However (going through http://blogs.msdn.com/scottdensmore/archive/2004/05/25/140827.aspx) :
1) Spring takes care of the glue. If you want to know what singletons a class uses, you just have to look at the XML wiring or the setters of that class. Also, you don't have to deal directly with global variables - they're being pushed onto you by Spring.
2) Using Spring, a class does not need to know it is a singleton. All it has to do is make sure it is stateless and thread-safe.
3) You don't have to be tightly coupled if you use interfaces. Your singleton implements an interface. And all its clients talk to that interface. Then, it's very easy to plug different implementations through bean wiring.
4) That's indeed a limitation, but that's also the main feature of singletons - it's actually why they exist at all. It's a very important feature when setup is heavy.

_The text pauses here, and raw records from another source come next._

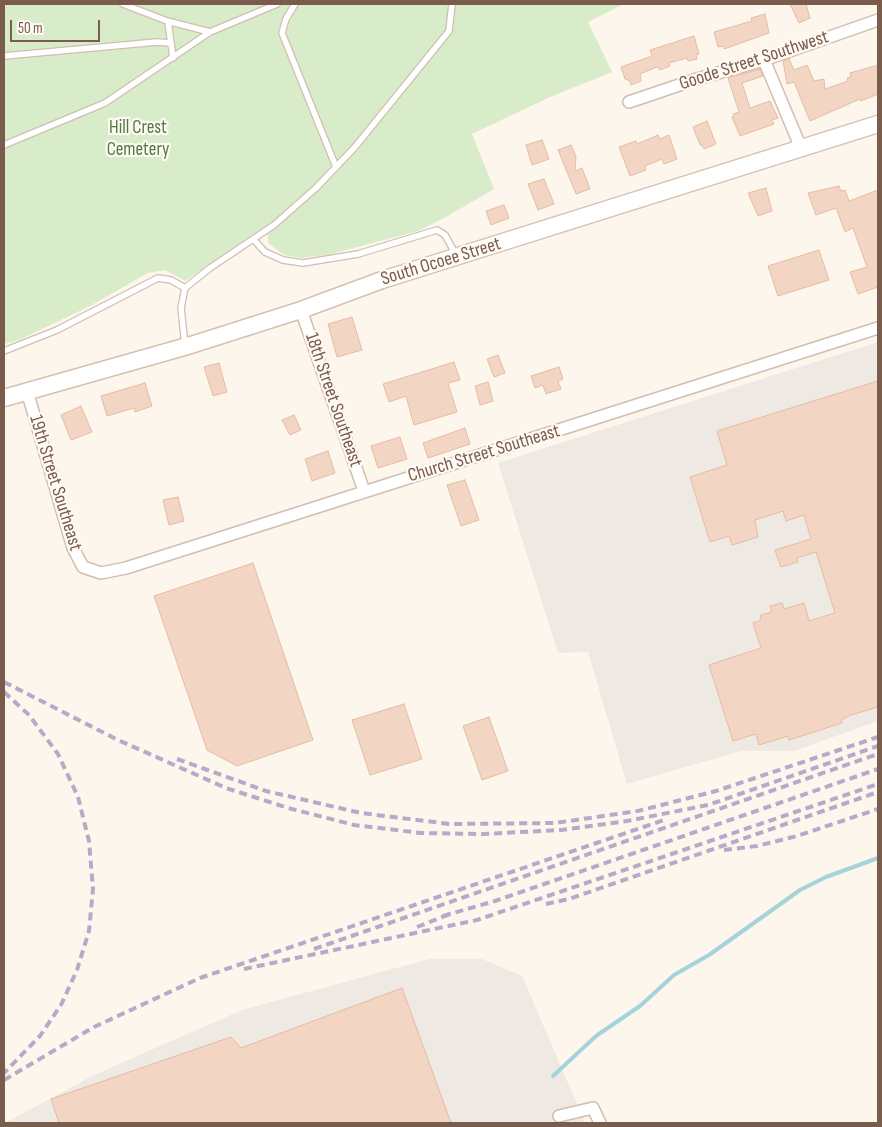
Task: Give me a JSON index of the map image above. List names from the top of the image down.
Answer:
{
  "streets": {
    "street": [
      "Goode Street Southwest",
      "South Ocoee Street",
      "18th Street Southeast",
      "Church Street Southeast",
      "19th Street Southeast"
    ]
  },
  "crossings": [
    ["South Ocoee Street", "18th Street Southeast"],
    ["South Ocoee Street", "19th Street Southeast"],
    ["18th Street Southeast", "Church Street Southeast"],
    ["Church Street Southeast", "19th Street Southeast"]
  ],
  "parks": ["Hill Crest Cemetery"],
  "scale_bar": "50 m"
}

For instance, I have beans which (indirectly) query a database, read and parse half a dozen XML files and makes a few Internet connections as part of their setup. Doing that every single time I need a bean like this would be crazy. Likewise, it would be close to impossible to implement application-wide caching of anything without some form of singleton.

Actually, I think that singletons + IoC pattern can be the real backbone of an application. With it, designing service or DAO patterns is very easy. You can very easily plug in real implementations, mock implementations or alternative implementations.
 
Consider Paul's rocket mass heater.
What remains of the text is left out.